Veal is not something I was ever fond of (much to the disappointment of my husband) but at some point in the last year, I gave it a try again. Wow. Where have I been all of this time?! Veal rib chops are absolutely delicious. They're flavorful, tender and simple to cook; I season them with fresh garlic and salt and pepper and rosemary, pop them under the broiler for about 5 minutes per side. Bam! But veal chops are way too pricey to have with any kind of regularity. Especially with five people to feed.

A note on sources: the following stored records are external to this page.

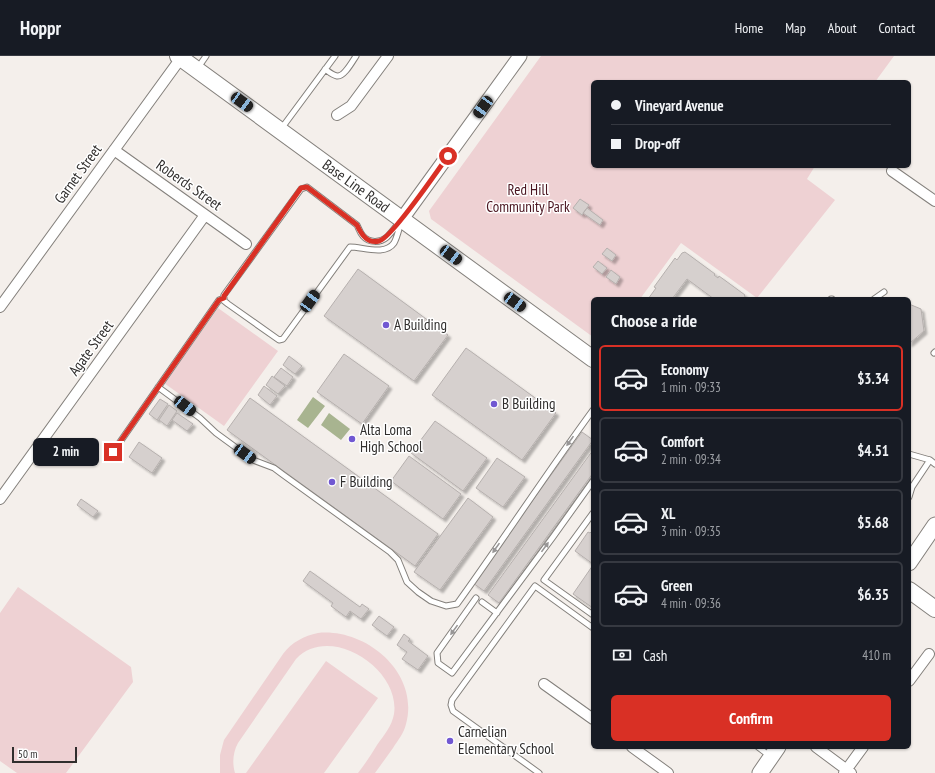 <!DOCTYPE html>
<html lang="en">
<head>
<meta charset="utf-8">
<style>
  :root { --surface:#171b24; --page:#20242c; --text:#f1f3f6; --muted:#9ea1a6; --line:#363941; --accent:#d93025 }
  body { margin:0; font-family:"PT Sans Narrow",sans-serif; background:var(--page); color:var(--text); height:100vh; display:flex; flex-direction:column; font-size:15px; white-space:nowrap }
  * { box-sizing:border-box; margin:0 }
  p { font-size:13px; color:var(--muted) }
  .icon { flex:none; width:22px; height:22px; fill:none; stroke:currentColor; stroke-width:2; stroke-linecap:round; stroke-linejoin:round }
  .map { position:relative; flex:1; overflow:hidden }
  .side { position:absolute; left:591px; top:241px; width:320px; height:452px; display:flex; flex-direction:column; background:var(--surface); border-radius:6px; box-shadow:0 1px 3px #0004 }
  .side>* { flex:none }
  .banner { position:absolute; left:591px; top:24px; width:320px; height:88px; border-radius:6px; box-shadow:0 1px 3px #0004; display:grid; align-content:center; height:88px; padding:0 20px; background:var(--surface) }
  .scale { position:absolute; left:12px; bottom:10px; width:65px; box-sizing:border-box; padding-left:4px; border:2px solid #302e2d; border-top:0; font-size:11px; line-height:14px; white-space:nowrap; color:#302e2d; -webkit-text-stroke:3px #fff; paint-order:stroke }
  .end { position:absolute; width:18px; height:18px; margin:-9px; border:5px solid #d93025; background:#fff; box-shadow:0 0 0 2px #fff }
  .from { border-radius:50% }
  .bubble { position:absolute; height:28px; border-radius:6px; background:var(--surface); box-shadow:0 1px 3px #0004; font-size:13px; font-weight:800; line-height:28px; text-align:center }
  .car { position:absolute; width:12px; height:24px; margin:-12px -6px; border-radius:5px; box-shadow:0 0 3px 1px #0007; background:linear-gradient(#222 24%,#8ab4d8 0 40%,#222 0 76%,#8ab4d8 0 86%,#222 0) }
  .banner b { display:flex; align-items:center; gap:14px; height:38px; font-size:15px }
  .banner b+b { border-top:1px solid var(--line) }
  .banner i { width:10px; height:10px; background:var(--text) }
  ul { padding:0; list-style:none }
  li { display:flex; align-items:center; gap:12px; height:66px; margin:0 8px 6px; padding:0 12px; border:2px solid var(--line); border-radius:6px }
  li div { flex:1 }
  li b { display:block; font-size:15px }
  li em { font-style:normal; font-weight:800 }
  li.selected { border-color:var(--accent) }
  li>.icon { width:36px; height:36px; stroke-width:1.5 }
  h2 { padding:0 20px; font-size:18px; line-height:48px }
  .pay { display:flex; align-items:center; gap:10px; height:44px; padding:0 20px; font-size:15px }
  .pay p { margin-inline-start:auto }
  .primary-button { display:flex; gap:8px; margin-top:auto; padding:8px 20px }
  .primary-button a { flex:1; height:46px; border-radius:6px; background:var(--accent); color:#fff; font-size:16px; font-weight:800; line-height:46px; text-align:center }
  header { display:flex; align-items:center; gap:24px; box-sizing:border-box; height:56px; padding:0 20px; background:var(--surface); border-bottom:1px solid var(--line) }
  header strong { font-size:19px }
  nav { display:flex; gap:22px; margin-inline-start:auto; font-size:14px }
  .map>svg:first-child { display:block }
</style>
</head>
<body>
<header>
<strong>Hoppr</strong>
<nav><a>Home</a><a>Map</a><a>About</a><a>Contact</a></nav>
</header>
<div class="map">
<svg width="935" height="717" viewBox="0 0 935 717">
  <defs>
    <filter id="shadow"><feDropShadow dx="3" dy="3" stdDeviation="1" flood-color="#0004"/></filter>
  </defs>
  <rect width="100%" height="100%" fill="#f4efeb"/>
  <path fill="#eed1d3" d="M541 0H894L875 26H593V110H815L807 123 835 144 757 242 681 187 640 243H593V281L431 163 429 155Z
    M218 252 278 295 224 370 164 327Z
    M18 531 131 611 133 626 66 717H17L0 705V557Z
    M318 577C366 572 420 617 406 668 404 677 398 684 393 692 387 700 381 709 375 717H358C365 708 371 699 377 689 384 679 392 670 394 658 401 613 330 567 296 603L238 687C233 696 232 707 235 717H220V699L224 684 283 598C292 586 304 580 318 577Z
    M326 605 378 642 324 717H246Z"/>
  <path fill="#a8b490" d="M313 341 325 350 308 372 297 364Z
    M329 357 350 373 341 384 321 369Z"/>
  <path fill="#d6d0ce" stroke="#b6b0ae" filter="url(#shadow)" d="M580 143 589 149 582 159 573 152Z
    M587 152 603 164 600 169 583 157Z
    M607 192 616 199 612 205 602 198Z
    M685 196 715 218 714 219 718 222 719 220 745 239 744 240 749 243H714L687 223 672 243H648L656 232 654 231 675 202 677 204 682 197Z
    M598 205 607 212 602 218 593 211Z
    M358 213 448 279 414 325 324 260Z
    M611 214 620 221 616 228 606 221Z
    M909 248 921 253 924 275 909 288Z
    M466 292 556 357 522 404 432 339Z
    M344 298 389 330 362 368 317 336Z
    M289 300 302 310 295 318 283 309Z
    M281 312 293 321 287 330 274 321Z
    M272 320 285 330 278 338 266 329Z
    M264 330 277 340 270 349 258 339Z
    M250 342 438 478 415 510 227 374Z
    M160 343 168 348 157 364 149 358Z
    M169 349 177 355 167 370 159 364Z
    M177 357 193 368 187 375 172 364Z
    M435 365 487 402 463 435 411 397Z
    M582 376 593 384 484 535 473 527Z
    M139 386 162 402 152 417 129 401Z
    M593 394V417L499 547 488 539Z
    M409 400 461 438 443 463 391 425Z
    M497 402 525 421 503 451 476 432Z
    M468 442 493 461 440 534 414 516Z
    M81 443 98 455 93 461 77 449Z
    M588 476 590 477 591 476 593 477V508L575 495Z
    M593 509V552L573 538Z
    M310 515 360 551 362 548 369 553 361 563 350 555 346 561 331 550 333 547 303 525Z
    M379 560 394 571 387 580 372 569Z
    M404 578 410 583 408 585 428 600 418 614 402 603 407 596 397 589Z"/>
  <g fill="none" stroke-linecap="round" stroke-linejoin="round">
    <defs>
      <path id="service" d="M197 13 206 0
        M325 13C329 16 332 19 337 20 344 21 352 6 356 0
        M281 73 335 0
        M307 131 357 169C359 173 360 177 363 180 369 187 380 187 387 181 392 176 397 169 402 163 399 171 398 180 394 187 385 200 363 191 350 191L283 283 279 284 228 248 223 244 224 239 301 133Z
        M831 243H832
        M874 243 884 236
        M934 297 935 296
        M158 331 200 362 216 377 253 404 274 412 282 418 390 496 398 504 407 526 418 536 431 545 446 550 457 548C503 484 546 418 593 354
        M113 396 219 244 224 242
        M909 398 930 404 935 408
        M909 441 912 431 930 404
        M593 457 544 524 593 559
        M476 542 437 597 438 607 452 617 553 481 593 425
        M482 546 497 557
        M758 691 770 700
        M539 717 453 655 451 649 452 644 535 530 593 572"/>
      <path id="minor" d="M337 59 351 50 388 0
        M114 94 246 188
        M892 115 935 145
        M0 251 181 2
        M0 443 205 159
        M909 625 929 598
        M544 628 593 663
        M632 691 668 717
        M816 691 851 717
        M844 717 863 691"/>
      <path id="tertiary" d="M402 163 520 0"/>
      <path id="secondary" d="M909 507 935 469
        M760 717 778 691"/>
      <path id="primary" d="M178 0 593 303
        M909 534 935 553"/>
    </defs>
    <use href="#service" stroke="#84807c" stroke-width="7"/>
    <use href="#minor" stroke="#84807c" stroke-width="12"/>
    <use href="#tertiary" stroke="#84807c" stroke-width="15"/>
    <use href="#secondary" stroke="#84807c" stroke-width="17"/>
    <use href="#primary" stroke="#84807c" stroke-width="18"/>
    <use href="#service" stroke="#fff" stroke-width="5"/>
    <use href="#minor" stroke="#fff" stroke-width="10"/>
    <use href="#tertiary" stroke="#fff" stroke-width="13"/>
    <use href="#secondary" stroke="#fff" stroke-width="15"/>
    <use href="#primary" stroke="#fff" stroke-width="16"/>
  </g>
  <defs><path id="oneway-solid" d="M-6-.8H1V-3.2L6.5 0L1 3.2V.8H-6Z"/></defs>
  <g fill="#989696">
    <use href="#oneway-solid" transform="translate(570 385) rotate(125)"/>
    <use href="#oneway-solid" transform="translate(545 491) rotate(-54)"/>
    <use href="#oneway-solid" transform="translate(496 492) rotate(125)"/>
    <use href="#oneway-solid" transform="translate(454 574) rotate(126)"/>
  </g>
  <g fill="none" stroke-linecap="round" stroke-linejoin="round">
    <path stroke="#d93025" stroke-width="5" d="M113 396 219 244 224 242V240L301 132 307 131 357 169C361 178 367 188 379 185 391 183 438 114 448 100"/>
  </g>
  <g fill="#7158d2" stroke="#fff" stroke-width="1.5">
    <circle cx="386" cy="269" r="4"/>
    <circle cx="494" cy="348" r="4"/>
    <circle cx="352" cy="383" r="4"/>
    <circle cx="332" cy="426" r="4"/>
    <circle cx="450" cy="685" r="4"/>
  </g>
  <g text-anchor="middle" stroke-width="3" stroke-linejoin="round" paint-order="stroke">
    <g font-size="15" fill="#302e2d" stroke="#fff">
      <text transform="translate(78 118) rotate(-54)" y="5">Garnet Street</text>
      <text transform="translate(189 129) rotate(35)" y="5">Roberds Street</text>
      <text transform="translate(356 130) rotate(36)" y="5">Base Line Road</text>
      <text transform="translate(91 292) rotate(-54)" y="5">Agate Street</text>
    </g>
    <g font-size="15" fill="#4a1520" stroke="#fff">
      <text x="528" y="139">Red Hill<tspan x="528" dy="17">Community Park</tspan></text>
    </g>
    <g font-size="15" fill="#302e2d" stroke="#fff" text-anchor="start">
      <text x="394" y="274">A Building</text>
      <text x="502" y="353">B Building</text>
      <text x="360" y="379">Alta Loma<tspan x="360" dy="17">High School</tspan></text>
      <text x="340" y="431">F Building</text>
      <text x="458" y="681">Carnelian<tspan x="458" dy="17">Elementary School</tspan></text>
    </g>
  </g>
</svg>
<div class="scale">50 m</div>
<i class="end from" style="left:448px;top:100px"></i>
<i class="end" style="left:113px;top:396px"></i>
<div class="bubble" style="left:33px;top:382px;width:66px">2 min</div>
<i class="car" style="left:242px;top:46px;rotate:126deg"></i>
<i class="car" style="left:483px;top:51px;rotate:216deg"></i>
<i class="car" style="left:451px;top:199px;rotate:126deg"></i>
<i class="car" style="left:310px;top:245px;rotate:36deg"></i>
<i class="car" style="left:515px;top:246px;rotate:126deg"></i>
<i class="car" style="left:185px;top:350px;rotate:128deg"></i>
<i class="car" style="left:245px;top:398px;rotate:126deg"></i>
<div class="banner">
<b><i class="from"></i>Vineyard Avenue</b>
<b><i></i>Drop-off</b>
</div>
<section class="side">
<h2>Choose a ride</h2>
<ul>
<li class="selected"><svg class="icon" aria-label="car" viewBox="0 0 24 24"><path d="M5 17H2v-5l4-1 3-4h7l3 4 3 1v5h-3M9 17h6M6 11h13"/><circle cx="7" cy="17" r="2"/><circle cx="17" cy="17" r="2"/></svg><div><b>Economy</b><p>1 min · 09:33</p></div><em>$3.34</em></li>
<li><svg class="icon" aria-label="car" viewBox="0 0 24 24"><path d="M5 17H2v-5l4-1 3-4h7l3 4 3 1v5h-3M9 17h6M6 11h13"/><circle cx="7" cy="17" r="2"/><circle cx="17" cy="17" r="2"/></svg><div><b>Comfort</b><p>2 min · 09:34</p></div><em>$4.51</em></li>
<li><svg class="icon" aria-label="car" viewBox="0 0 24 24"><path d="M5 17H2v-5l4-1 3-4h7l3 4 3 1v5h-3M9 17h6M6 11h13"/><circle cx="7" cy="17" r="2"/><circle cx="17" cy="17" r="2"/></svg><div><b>XL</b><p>3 min · 09:35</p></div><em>$5.68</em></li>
<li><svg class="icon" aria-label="car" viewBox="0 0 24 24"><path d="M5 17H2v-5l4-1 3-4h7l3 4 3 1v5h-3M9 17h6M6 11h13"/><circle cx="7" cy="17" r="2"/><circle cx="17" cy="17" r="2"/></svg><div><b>Green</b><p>4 min · 09:36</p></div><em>$6.35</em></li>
</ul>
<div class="pay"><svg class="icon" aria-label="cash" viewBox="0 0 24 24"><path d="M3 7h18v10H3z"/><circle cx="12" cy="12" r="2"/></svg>Cash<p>410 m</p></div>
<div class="primary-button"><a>Confirm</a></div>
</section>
</div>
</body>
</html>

I was browsing the butcher case the other day and saw something I had never seen before: veal short ribs. Hmm. I'm quite fond of short ribs. I like veal. How have I never seen this before? I wouldn't exactly call it a "budget cut" but the veal short ribs were a third of the price of veal chops per pound. I brought them home and gave them a try for dinner (recipe below). Ultimately I'd say this: veal short ribs were flavorful but very fatty without a ton of meat. My kids weren't thrilled with them either. I'm glad I gave them a test drive but I probably wouldn't buy this cut again.
Braised Veal Short Ribs
2 lb veal short ribs (bone-in)
1 teaspoon olive oil
4 carrots, peeled and cut into chunks
8 oz mushrooms (I used a mix that included a portabella cap, oyster mushrooms and shitake)
1 bay leaf
1 small red onion, diced
1 cup of white wine (not sweet)
1 cup of vegetable broth
1.5 teaspoons of fresh thyme
salt and pepper to taste
Season the veal short ribs with salt and pepper. Add the olive oil to a frying pan on medium-high heat and brown the meat on both sides (about 1 minute per side). Remove the meat. Turn the heat down to medium and add the carrots, mushrooms, bay leaf and onion and let them cook for about 5 minutes. Add the wine and stir, making sure to get up any of the pan scrapings to add flavor. Bring to a boil for a full minute. Reduce heat to medium, add vegetable broth and thyme and salt and pepper as needed. Add back the ribs, cover the pan and let the flavors cook together for about one hour.